AVRUPA İLE EKONOMİK İLİŞKİLERİN DAHA DA YOĞUNLAŞMASI İÇİN ÖNEMLİ FIRSATLAR VAR
Mevcut durumdaki riskler yanında özellikle Avrupa ile ekonomik ilişkilerin daha da yoğunlaşması için önemli fırsatların da olduğunu söyleyen Üçok, “Avrupa sanayilerinin tedarik zincirlerinin uzak bölgelerden Avrupa‘ya veya Avrupa‘ya yakın bölgelere kayma süreci pandemiden önce tekstil, otomotiv yan sanayi gibi belli sanayi sektörlerinde zaten başlamıştı, pandemi ile bunun kapsamı genişleyecek ve şiddeti büyüyecektir.

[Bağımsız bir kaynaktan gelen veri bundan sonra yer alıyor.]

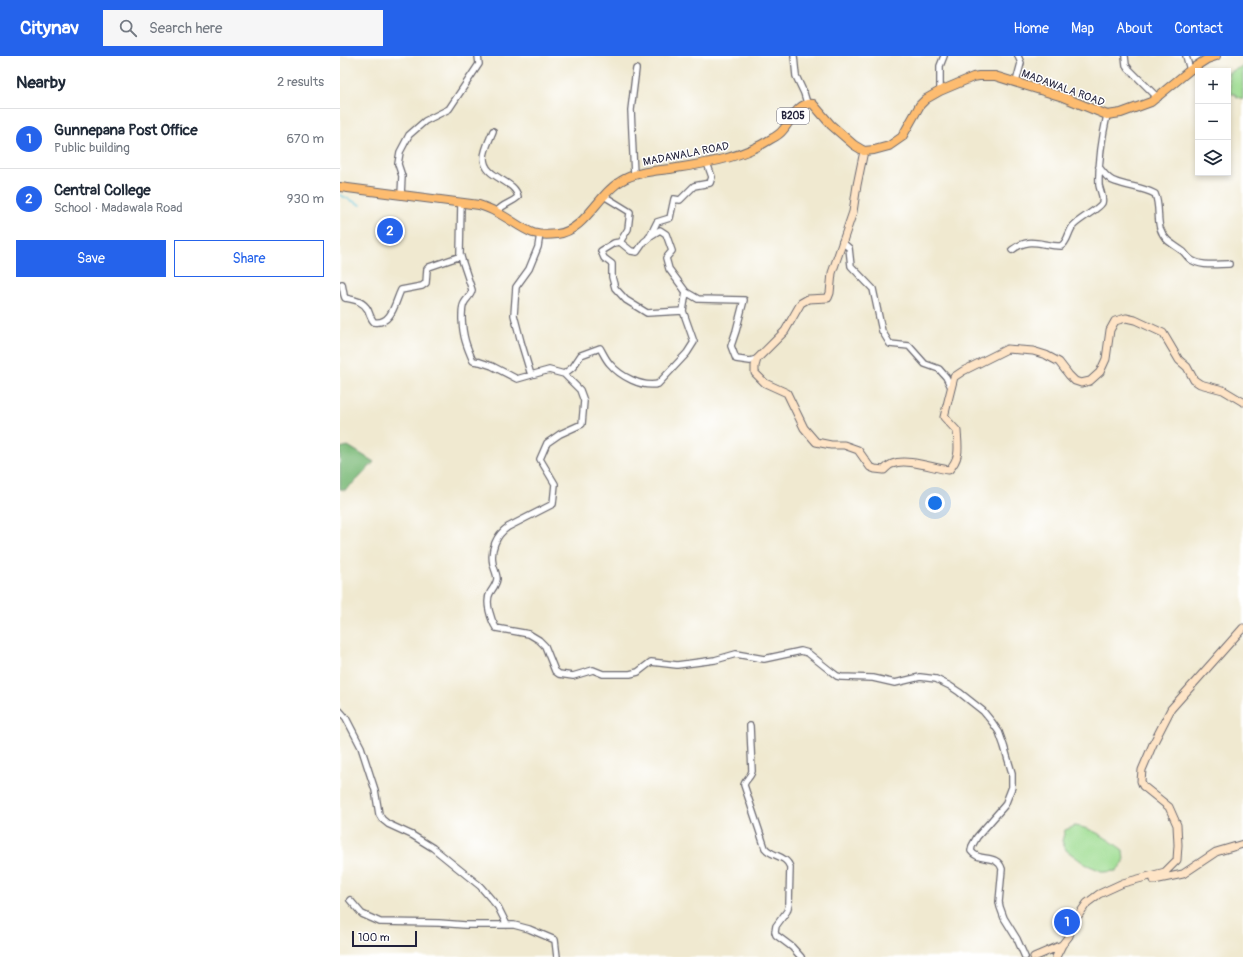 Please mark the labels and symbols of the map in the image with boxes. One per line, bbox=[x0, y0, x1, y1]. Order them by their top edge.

Türkiye’nin de zaten önemli bir sanayi ülkesi olması, gelişmiş altyapı, eğitimli iş gücü, donanımlı mühendis ve teknisyen kaynağı ile bu süreçten birçok sanayi iş kolunda olumlu etkilenmesi olasıdır. Özellikle otomotiv, ilaç, kimya, makine, elektronik, metalürji, tekstil gibi sektörlerde Avrupa ile daha sıkı bir değer zinciri kurulabilir. Bunun gerçekleşebilmesi için şuan pandemiden olumsuz etkilenen sanayi sektörlerine gereken desteklerin verilerek endüstriyel faaliyetlerini sürdürmeleri sağlanmalıdır. Bu yeni süreçte başarıyı kolaylaştıracak önemli bir unsursa AB ile Gümrük Birliğinin artık 21.yüzyılın şartlarına uygun olarak güncellenmesi olacaktır.” değerlendirmesinde bulundu.